Le rectorat de Paris entend fermer certaines classes préparatoires parisiennes à la rentrée 2024. Cette décision concernant l’un des derniers bastions de la méritocratie suscite incompréhension et inquiétude…
Le verdict est tombé le 13 novembre dernier : quatre classes préparatoires parisiennes (CPGE) sont menacées d’être fermées à la prochaine rentrée sous prétexte qu’elles ne se seraient pas assez attractives et trop coûteuses. Parmi ces classes, deux prépas littéraires, l’hypokhâgne de Lamartine (IXe) et une khâgne de Chaptal (XVIIe), qui pourtant attirent de plus en plus d’élèves depuis des années. Comme le rapporte la pétition lancée par des élèves et professeurs du Lycée Lamartine et du Lycée Chaptal, signée par presque 10 000 personnes, les candidatures Parcoursup augmentent très fortement et le nombre d’inscrits en classes préparatoires littéraires est en hausse de +1,2%. Pourquoi le recteur de l’académie de Paris s’acharne-t-il alors à fermer ces classes réputées pour leur exigence et leur réussite ?
Un fleuron français
Loin d’être anecdotique, cette décision s’inscrit dans une entreprise plus globale qui vise à remettre en cause la légitimité des classes préparatoires, soupçonnées d’être coûteuses et élitistes. Contrairement aux idées reçues, les classes préparatoires sont gratuites, ouvertes aux bacheliers de toutes origines, et accueillent un nombre important d’élèves boursiers : le recrutement dans ces filières d’excellence ne se fait pas sur l’indice de position sociale (IPS) mais uniquement sur les résultats scolaires.
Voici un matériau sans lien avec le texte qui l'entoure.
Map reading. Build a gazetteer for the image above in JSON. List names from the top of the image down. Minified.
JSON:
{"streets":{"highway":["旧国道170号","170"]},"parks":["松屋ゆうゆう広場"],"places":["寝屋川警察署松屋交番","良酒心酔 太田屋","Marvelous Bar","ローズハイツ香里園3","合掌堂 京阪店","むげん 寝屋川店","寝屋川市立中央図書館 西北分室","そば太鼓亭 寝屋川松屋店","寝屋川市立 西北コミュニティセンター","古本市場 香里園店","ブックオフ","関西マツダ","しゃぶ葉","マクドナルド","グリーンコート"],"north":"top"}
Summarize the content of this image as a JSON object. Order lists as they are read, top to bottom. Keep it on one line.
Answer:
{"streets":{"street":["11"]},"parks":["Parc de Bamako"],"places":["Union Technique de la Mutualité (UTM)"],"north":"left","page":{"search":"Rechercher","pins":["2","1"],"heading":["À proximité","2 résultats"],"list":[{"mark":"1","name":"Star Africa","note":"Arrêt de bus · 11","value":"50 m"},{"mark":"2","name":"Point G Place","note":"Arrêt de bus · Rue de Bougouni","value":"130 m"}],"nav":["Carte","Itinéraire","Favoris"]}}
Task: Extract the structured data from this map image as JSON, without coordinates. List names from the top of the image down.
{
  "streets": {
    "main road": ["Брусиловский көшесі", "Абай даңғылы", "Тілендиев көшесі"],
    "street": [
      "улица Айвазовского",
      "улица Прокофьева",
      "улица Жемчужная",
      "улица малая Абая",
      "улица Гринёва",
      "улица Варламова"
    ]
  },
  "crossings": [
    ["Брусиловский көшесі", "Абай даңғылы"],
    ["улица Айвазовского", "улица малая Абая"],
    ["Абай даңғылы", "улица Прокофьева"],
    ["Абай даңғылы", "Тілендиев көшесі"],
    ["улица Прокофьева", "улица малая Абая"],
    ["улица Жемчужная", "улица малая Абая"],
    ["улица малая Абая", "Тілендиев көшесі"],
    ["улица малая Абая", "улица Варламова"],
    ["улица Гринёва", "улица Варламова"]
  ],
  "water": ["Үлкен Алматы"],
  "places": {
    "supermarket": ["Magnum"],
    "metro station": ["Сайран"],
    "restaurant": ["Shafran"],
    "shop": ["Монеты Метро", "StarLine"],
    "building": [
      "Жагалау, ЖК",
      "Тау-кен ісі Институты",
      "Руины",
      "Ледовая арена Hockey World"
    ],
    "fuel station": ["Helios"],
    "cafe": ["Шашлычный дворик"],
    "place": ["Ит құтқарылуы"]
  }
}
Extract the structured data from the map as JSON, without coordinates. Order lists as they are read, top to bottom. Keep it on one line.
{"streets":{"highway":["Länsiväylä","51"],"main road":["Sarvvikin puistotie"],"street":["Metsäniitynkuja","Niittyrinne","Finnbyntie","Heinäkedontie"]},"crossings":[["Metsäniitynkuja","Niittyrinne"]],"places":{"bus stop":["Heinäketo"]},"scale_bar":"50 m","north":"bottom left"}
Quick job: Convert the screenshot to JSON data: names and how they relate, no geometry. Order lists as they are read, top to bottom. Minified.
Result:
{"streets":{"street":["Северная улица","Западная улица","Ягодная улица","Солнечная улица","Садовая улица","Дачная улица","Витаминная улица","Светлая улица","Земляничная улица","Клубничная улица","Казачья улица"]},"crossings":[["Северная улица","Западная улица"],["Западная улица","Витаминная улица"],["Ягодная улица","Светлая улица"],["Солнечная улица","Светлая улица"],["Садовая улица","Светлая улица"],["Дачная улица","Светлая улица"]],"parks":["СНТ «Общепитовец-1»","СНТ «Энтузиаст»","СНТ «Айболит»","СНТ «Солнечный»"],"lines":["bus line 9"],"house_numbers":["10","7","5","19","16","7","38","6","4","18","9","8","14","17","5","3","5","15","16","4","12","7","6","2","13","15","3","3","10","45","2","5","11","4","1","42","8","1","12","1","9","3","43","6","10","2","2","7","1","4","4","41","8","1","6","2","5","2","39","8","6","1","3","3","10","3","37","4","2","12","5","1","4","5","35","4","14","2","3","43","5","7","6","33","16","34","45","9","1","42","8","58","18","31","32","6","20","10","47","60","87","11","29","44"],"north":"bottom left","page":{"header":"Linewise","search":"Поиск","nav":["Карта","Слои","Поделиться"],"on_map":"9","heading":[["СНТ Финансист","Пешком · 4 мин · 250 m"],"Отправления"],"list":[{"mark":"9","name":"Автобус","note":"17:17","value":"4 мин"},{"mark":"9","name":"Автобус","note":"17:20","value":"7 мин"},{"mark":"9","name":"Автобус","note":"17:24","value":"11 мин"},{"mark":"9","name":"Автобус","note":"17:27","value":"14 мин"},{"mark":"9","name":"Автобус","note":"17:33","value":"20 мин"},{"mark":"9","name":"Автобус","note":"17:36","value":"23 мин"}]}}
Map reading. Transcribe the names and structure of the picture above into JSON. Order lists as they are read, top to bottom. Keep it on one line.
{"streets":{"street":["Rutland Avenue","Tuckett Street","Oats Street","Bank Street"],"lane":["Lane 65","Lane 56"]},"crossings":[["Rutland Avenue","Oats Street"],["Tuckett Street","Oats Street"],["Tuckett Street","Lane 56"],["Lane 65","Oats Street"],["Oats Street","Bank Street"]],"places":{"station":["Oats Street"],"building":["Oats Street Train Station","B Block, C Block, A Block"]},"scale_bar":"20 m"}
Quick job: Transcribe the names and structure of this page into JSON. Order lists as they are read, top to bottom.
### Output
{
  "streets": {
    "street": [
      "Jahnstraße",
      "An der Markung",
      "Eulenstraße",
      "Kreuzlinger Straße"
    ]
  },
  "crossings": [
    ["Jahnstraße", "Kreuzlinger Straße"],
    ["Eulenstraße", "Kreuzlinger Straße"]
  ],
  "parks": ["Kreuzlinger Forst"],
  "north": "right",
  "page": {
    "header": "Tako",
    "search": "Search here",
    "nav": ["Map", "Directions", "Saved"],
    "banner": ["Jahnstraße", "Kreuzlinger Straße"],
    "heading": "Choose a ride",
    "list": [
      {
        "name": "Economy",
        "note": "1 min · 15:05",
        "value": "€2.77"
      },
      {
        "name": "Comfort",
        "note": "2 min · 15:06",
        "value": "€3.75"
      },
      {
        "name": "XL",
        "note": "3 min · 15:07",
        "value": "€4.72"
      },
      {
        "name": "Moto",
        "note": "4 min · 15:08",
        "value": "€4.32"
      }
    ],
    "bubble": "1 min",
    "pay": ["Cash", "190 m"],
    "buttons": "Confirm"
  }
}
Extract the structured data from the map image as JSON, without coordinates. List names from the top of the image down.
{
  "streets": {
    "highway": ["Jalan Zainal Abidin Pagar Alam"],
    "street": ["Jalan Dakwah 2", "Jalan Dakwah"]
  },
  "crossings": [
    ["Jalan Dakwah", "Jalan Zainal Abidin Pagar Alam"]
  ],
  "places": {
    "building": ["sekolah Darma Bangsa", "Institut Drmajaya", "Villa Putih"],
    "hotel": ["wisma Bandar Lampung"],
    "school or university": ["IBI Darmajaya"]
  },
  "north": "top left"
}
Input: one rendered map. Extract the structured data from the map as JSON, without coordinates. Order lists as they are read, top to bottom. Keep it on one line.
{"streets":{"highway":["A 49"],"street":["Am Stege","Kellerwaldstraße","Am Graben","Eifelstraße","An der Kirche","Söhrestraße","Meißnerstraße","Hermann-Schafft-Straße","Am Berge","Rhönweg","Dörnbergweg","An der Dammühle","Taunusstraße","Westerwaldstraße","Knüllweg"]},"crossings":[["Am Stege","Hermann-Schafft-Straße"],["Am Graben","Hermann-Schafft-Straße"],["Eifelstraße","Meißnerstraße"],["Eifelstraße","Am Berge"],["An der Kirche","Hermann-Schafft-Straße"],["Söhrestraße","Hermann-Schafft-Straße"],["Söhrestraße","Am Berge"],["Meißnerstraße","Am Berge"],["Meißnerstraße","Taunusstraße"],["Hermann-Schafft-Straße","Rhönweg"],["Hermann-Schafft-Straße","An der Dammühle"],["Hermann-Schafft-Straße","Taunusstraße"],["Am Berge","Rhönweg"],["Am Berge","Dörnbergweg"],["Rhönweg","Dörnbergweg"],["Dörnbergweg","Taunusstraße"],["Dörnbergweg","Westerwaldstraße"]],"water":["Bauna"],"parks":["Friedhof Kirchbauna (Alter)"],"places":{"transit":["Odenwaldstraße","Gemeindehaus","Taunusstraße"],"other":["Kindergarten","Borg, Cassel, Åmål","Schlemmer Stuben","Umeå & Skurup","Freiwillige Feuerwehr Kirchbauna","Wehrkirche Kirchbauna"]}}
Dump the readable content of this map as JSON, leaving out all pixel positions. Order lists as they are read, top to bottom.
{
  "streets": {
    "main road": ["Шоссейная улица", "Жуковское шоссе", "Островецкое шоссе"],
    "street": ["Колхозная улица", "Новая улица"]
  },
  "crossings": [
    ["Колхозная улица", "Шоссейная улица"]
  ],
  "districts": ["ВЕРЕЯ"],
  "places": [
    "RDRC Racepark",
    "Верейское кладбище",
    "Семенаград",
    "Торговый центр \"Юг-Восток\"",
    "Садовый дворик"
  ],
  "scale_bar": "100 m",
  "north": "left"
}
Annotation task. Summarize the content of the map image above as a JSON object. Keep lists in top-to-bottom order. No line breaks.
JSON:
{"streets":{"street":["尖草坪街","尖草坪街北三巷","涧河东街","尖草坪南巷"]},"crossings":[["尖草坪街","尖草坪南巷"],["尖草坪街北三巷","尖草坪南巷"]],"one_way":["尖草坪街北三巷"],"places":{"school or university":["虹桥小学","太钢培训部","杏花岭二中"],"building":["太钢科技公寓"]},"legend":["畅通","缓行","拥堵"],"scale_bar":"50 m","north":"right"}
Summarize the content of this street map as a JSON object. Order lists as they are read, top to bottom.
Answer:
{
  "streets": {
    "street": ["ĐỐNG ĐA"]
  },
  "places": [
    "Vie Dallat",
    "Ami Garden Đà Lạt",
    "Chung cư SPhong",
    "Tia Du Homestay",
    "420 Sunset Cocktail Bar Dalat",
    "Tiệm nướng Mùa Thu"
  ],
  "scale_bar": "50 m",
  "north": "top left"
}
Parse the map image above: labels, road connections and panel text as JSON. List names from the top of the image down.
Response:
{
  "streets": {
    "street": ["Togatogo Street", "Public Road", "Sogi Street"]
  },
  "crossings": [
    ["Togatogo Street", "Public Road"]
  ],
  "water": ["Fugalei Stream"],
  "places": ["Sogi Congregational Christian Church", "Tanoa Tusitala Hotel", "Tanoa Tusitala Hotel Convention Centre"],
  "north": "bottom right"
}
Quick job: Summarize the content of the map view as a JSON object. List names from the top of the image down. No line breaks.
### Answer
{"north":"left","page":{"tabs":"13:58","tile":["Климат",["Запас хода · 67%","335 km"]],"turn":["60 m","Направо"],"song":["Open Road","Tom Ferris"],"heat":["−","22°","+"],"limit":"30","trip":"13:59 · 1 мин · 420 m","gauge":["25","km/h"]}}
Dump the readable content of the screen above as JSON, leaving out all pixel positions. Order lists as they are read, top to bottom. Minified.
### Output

Qu’il s’agisse des grands lycées parisiens ou des « petites » mais non moins prestigieuses prépas, cette « singularité française » reste l’un des derniers fleurons de l’École de l’excellence et de la méritocratie. Élitiste ? Oui, mais au sens de l’élitisme républicain qui permet aux meilleurs, d’où qu’ils viennent, d’accéder aux plus hautes fonctions. Coûteux ? Un étudiant de classe préparatoire coûte un peu plus qu’un étudiant à l’Université, mais cette formation exigeante et rigoureuse, qu’il intègre ou non une grande école, le mènera au bout de son cursus et lui assurera de trouver un travail. La classe préparatoire est donc un bon investissement pour l’État !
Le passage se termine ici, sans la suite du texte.